Obtain the mirror equation for the real image formed by a concave mirror.

(N/A) Consider an object $AB$ placed perpendicular to the principal axis beyond the center of curvature $C$ of a concave mirror.
$A$ ray $AM$ from point $A$ incident on the mirror at $M$ reflects through the principal focus $F$.
$A$ ray $AP$ from point $A$ incident on the pole $P$ reflects back following the law of reflection,such that $\angle APB = \angle A'PB'$.
These reflected rays intersect at $A'$,forming a real image $A'B'$.
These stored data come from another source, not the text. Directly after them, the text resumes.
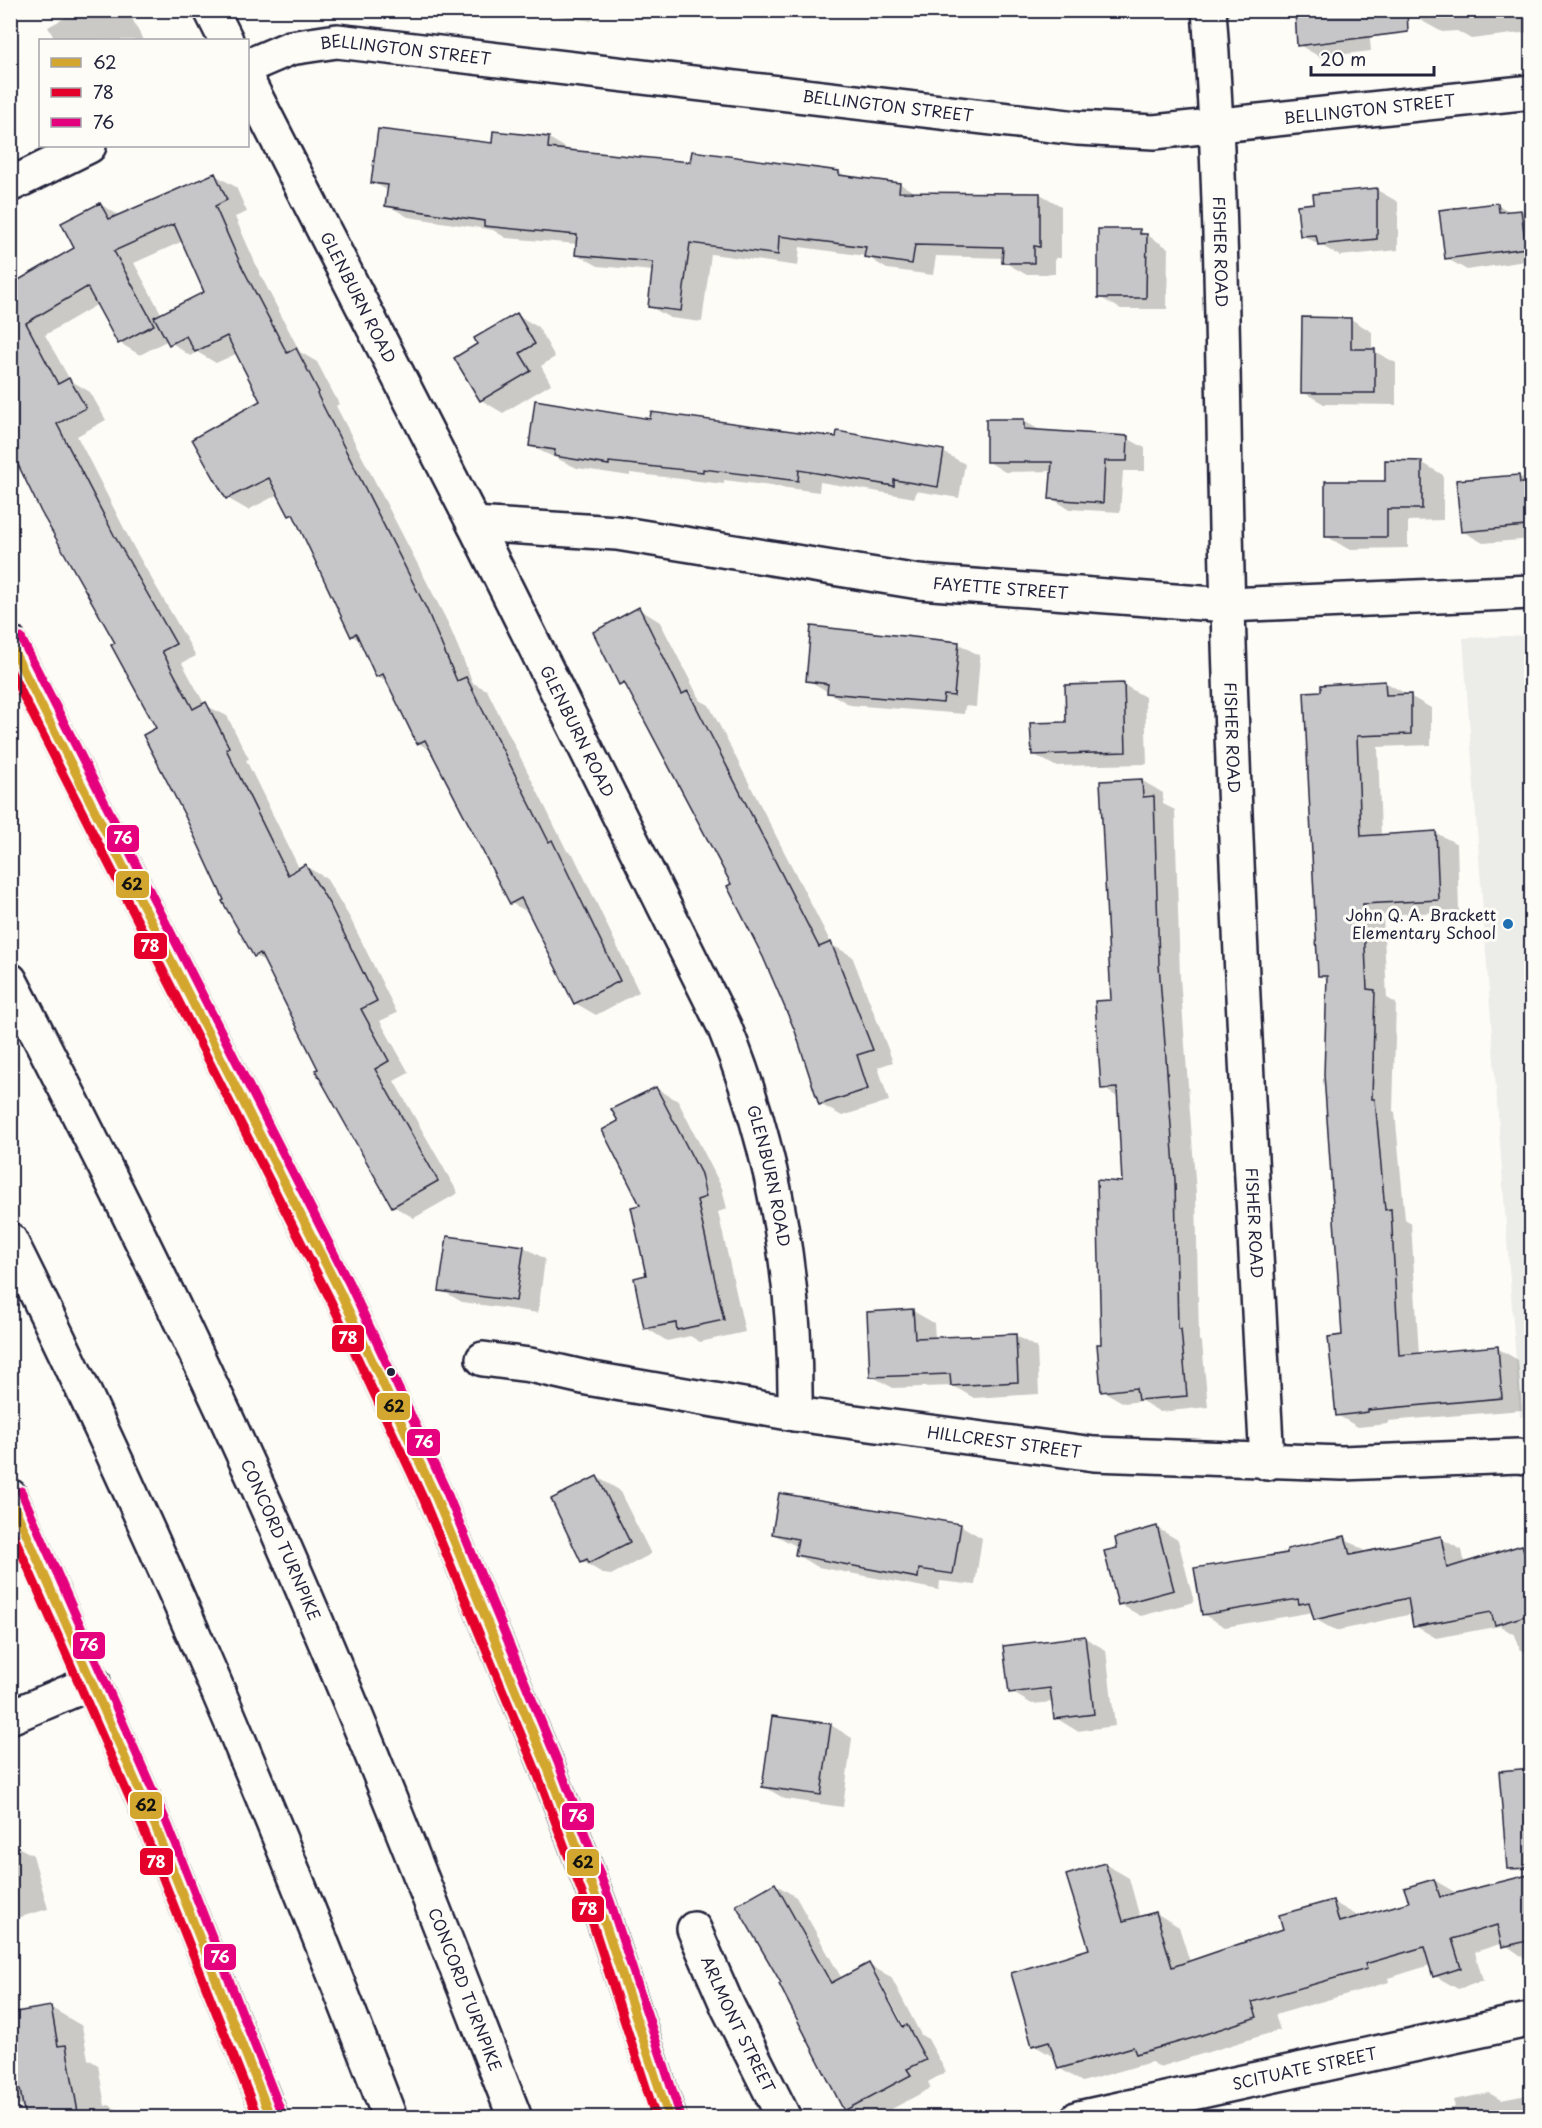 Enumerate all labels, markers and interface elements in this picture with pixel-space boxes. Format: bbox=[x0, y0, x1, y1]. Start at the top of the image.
street label: BELLINGTON STREET bbox=[318, 27, 492, 70]
legend bbox=[39, 39, 249, 147]
scale bar bbox=[1311, 39, 1434, 77]
text: 20 m bbox=[1320, 45, 1366, 72]
text: 62 bbox=[93, 48, 117, 75]
text: 78 bbox=[93, 78, 114, 105]
street label: BELLINGTON STREET bbox=[801, 83, 975, 127]
street label: BELLINGTON STREET bbox=[1282, 87, 1456, 129]
text: 76 bbox=[93, 108, 114, 135]
street label: FISHER ROAD bbox=[1208, 196, 1235, 307]
street label: GLENBURN ROAD bbox=[315, 227, 403, 367]
street label: FAYETTE STREET bbox=[932, 570, 1069, 604]
street label: GLENBURN ROAD bbox=[535, 661, 621, 801]
street label: FISHER ROAD bbox=[1219, 682, 1247, 794]
line badge: 76 bbox=[106, 824, 140, 853]
text: 76 bbox=[113, 825, 133, 849]
line badge: 62 bbox=[115, 870, 150, 899]
text: 62 bbox=[121, 871, 143, 895]
place label: John Q. A. Brackett Elementary School bbox=[1345, 902, 1496, 944]
marker: John Q. A. Brackett Elementary School bbox=[1501, 917, 1515, 931]
line badge: 78 bbox=[133, 932, 168, 960]
text: 78 bbox=[140, 933, 160, 957]
street label: GLENBURN ROAD bbox=[742, 1102, 797, 1248]
street label: FISHER ROAD bbox=[1240, 1167, 1270, 1279]
line badge: 78 bbox=[331, 1324, 365, 1353]
text: 78 bbox=[338, 1325, 358, 1349]
unlabelled marker bbox=[385, 1366, 397, 1378]
line badge: 62 bbox=[376, 1392, 411, 1421]
text: 62 bbox=[383, 1393, 405, 1417]
street label: HILLCREST STREET bbox=[926, 1419, 1083, 1463]
line badge: 76 bbox=[406, 1428, 441, 1457]
text: 76 bbox=[414, 1429, 434, 1453]
street label: CONCORD TURNPIKE bbox=[236, 1455, 327, 1624]
line badge: 76 bbox=[72, 1631, 106, 1660]
text: 76 bbox=[79, 1632, 99, 1656]
line badge: 62 bbox=[129, 1791, 163, 1820]
text: 62 bbox=[135, 1792, 157, 1816]
line badge: 76 bbox=[561, 1802, 595, 1831]
text: 76 bbox=[568, 1803, 588, 1827]
line badge: 78 bbox=[139, 1847, 174, 1876]
line badge: 62 bbox=[566, 1848, 600, 1877]
text: 78 bbox=[146, 1849, 166, 1873]
text: 62 bbox=[572, 1849, 594, 1873]
line badge: 78 bbox=[571, 1895, 605, 1923]
text: 78 bbox=[578, 1896, 598, 1920]
street label: CONCORD TURNPIKE bbox=[423, 1904, 509, 2074]
line badge: 76 bbox=[203, 1943, 237, 1971]
text: 76 bbox=[210, 1944, 230, 1968]
street label: ARLMONT STREET bbox=[696, 1952, 782, 2096]
street label: SCITUATE STREET bbox=[1230, 2040, 1379, 2095]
Let $FP = f$ (focal length),$CP = R$ (radius of curvature),$BP = u$ (object distance),and $B'P = v$ (image distance).
For paraxial rays,$MP$ can be considered a straight line perpendicular to the principal axis.
The right-angled triangles $\triangle A'B'F$ and $\triangle MPF$ are similar.
Therefore,$\frac{B'A'}{PM} = \frac{B'F}{FP}$. Since $PM = AB$,we have $\frac{B'A'}{AB} = \frac{B'F}{FP} = \frac{B'P - FP}{FP} = \frac{v - f}{f} \quad \dots (1)$
Similarly,$\triangle A'B'P$ and $\triangle ABP$ are similar.
Therefore,$\frac{B'A'}{AB} = \frac{B'P}{BP} = \frac{v}{u} \quad \dots (2)$
Equating $(1)$ and $(2)$,we get $\frac{v - f}{f} = \frac{v}{u}$.
Dividing by $v$,we get $\frac{1}{f} - \frac{1}{v} = \frac{1}{u}$,which simplifies to the mirror equation: $\frac{1}{f} = \frac{1}{v} + \frac{1}{u}$.